As it is now public knowledge that Sebastian Faulkes is to inherit the authorship mantle of the James Bond books, and not, as widely thought, that crime-writer, critic and international man-of-action Peter Guttridge, I have been racking my brains as to what else could be taking up so much of Mr Guttridge’s time.

 

For indeed, he is suspiciously busy these days and I have noticed that recently, he has often failed to turn up to previously arranged meetings and venues, some of them offering free food and drink. This is not like him and his public appearances seem to becoming rarer to the extent that the foolish may well say he has dropped “out of sight”.

 

Where, for example, are the plans to celebrate the 10th anniversary of his 1997 debut Nick Madrid novel, No Laughing Matter, an event which surely cannot go unnoticed?

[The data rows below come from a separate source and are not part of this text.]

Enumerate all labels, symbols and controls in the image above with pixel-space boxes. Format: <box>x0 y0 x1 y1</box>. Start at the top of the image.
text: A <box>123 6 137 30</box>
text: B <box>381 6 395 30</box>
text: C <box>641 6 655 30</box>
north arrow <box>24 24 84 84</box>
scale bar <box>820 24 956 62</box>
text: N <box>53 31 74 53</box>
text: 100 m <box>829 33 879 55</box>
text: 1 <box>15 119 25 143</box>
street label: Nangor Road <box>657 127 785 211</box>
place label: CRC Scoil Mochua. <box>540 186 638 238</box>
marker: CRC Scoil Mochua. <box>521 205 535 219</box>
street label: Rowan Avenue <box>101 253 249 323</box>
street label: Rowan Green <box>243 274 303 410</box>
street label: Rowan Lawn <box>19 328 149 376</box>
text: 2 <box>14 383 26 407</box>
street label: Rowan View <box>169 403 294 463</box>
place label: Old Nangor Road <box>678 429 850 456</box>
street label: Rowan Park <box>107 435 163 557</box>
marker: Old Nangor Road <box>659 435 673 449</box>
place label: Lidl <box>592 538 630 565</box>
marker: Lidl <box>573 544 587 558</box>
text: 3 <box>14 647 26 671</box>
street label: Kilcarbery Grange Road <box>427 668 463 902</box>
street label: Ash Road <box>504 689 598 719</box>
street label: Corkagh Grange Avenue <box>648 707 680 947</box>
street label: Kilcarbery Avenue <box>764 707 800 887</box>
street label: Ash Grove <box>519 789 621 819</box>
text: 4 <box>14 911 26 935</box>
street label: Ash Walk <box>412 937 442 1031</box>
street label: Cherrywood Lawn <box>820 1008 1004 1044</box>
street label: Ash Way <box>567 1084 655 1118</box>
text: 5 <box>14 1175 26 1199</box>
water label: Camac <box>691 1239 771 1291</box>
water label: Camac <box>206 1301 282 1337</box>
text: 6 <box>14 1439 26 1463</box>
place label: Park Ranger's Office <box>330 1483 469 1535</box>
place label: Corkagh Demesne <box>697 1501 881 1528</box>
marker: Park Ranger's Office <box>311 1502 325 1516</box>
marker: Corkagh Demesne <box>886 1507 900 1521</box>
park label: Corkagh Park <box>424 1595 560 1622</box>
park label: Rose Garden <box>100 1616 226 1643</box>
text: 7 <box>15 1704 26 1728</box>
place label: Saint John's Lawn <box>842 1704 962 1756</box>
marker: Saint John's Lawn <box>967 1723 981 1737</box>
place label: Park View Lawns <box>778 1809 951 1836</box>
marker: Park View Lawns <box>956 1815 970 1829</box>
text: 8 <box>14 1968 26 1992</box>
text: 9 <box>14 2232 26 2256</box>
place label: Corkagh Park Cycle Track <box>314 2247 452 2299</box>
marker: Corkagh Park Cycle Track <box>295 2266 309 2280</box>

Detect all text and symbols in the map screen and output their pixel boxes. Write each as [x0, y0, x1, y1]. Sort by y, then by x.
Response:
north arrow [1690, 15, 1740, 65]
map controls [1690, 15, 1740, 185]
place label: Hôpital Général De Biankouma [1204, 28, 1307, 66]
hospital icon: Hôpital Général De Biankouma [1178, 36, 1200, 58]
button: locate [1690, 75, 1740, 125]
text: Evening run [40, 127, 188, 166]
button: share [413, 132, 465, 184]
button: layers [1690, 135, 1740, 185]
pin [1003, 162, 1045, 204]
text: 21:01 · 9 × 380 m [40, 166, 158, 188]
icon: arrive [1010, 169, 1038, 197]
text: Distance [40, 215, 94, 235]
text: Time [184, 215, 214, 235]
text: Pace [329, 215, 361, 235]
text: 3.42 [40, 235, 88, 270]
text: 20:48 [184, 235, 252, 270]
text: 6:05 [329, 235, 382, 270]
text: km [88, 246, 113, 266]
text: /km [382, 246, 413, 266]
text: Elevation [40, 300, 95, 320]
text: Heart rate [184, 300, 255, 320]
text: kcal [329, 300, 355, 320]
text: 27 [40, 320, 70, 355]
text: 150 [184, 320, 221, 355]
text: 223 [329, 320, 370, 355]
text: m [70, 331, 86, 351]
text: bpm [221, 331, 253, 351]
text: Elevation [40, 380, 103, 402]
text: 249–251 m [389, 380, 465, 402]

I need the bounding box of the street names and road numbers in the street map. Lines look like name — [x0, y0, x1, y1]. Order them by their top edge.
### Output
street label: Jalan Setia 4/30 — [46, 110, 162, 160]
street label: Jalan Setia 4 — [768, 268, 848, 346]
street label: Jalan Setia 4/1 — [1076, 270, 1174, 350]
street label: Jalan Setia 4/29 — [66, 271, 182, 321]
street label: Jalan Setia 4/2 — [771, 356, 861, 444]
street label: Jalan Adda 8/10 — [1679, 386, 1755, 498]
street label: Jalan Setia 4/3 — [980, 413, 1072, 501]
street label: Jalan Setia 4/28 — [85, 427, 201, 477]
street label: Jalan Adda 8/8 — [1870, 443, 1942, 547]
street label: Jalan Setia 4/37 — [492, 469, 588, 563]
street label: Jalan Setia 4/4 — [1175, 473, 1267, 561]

Indeed, I have even offered the use of Ripster Hall

Ripster Hall

(or at least the grounds, where a marquee or a couple of pup tents could be erected) for the celebrations, but my offer seems to have fallen on deaf ears.

 

It is almost as if Mr Guttridge was living “off the grid” as our colonial cousins so charmingly put it. And I was thinking that very thought when a press release crossed my desk promoting the new novel The Dark River published by those charming people at Bantam Press.

 

This novel is “an electric new thriller” by an author who lives off the grid to the extent that his identity is a complete mystery, with no one, not even his agent or publisher, knows who he is (though I have no idea how my very good friends in the Inland Revenue deal with the irksome problem of royalty payments). The nom-de-plume of this novel is the rather intriguing “John Twelve Hawks.”

 

Surely this must be the reason why Mr Guttridge has become so elusive. He is busy penning ‘international bestsellers’ under this name. In fact the press release almost confirms this by saying that “John Twelve Hawks” has “become a cult” – words often used to describe Mr Guttridge.

 

Book ’em, Danno

 

You have to admire American crime fans. When they say that a crime fiction convention will be held on “the left coast”, they really mean it. In fact in 2009 they are about as far ‘left’ (if only geographically) as they can go as Left Coast Crime 2009 will be held from 7-12 March in the Marriot Waikoloa Beach Resort in Hawaii.

 

I am willing to bet that the first conventioneers to enter the hotel bar, bedecked in loud floral shirts and Factor 50 sun-block, loudly humming the famous theme from Hawaii Five-O will be the British delegation. All together now: Tah-da-dah-da-dah, Tah-da-dah-da-dah…

 

In my day, we got a week-end in Nottingham and were grateful for it.

 

Penny for them

 

London’s mystery readers and socialites have, for a number of months, remarked on how dull the party scene is without the presence of the effervescent Canadian author Louise Penny.

Louise Penny

Her charming smile, witty reminiscences of life as a lumberjack and free samples of delicious Maple Syrup [Editor’s note: Yeah, right, we got it; she’s Canadian.] were the highlight of the social calendar last year. But flagging socialites (and readers, let us not forget) will take heart from the fact that those lovely people at Headline have brought forward the publication of her new book, The Cruellest Month, to 16th September and surely Ms Penny will be gracing the launch with her presence. I have absolutely no confirmation of this, but my understanding is that extra crowd control barriers have been erected around Canada House in Trafalgar Square, which is usually a good indicator of a party in the offing.

 

 

Frequent Toyshops

 

The BBC radio  quiz Quote, Unquote is required listening for all who work at Ripster Hall, as I believe it fills a gap in the paltry formal education received by many of the under-stairs staff. A recent episode did, however, cause me to shout loudly at the wireless, even physically attacking it and in the process, dislodging two of the valves (which are difficult to replace these days).

 

My uncontrolled outburst was as a result of a panellist not knowing who wrote those wonderful detective stories Frequent Hearses and The Moving Toyshop. It was, of course, Edmund Crispin (or rather composer Bruce Montgomery under the pen-name Edmund Crispin), but the entire panel professed complete and utter ignorance, including the person whose question it was: crime writer Frances Fyfield.

 

Take the shame, Frances; take the shame.

 

Two by two

 

Things are coming in pairs this summer. I have already flagged up the excellent marketing idea of Vintage Classic Pairings which couple, in the mystery field, Dostoevsky’s Crime and Punishment and Patricia Highsmith’s Ripley’s Game. Whilst admiring the thinking behind such a “twinning” I admit I had not until recently realised that this was what is known in the retail trade as a “bogof” (buy one, get one free).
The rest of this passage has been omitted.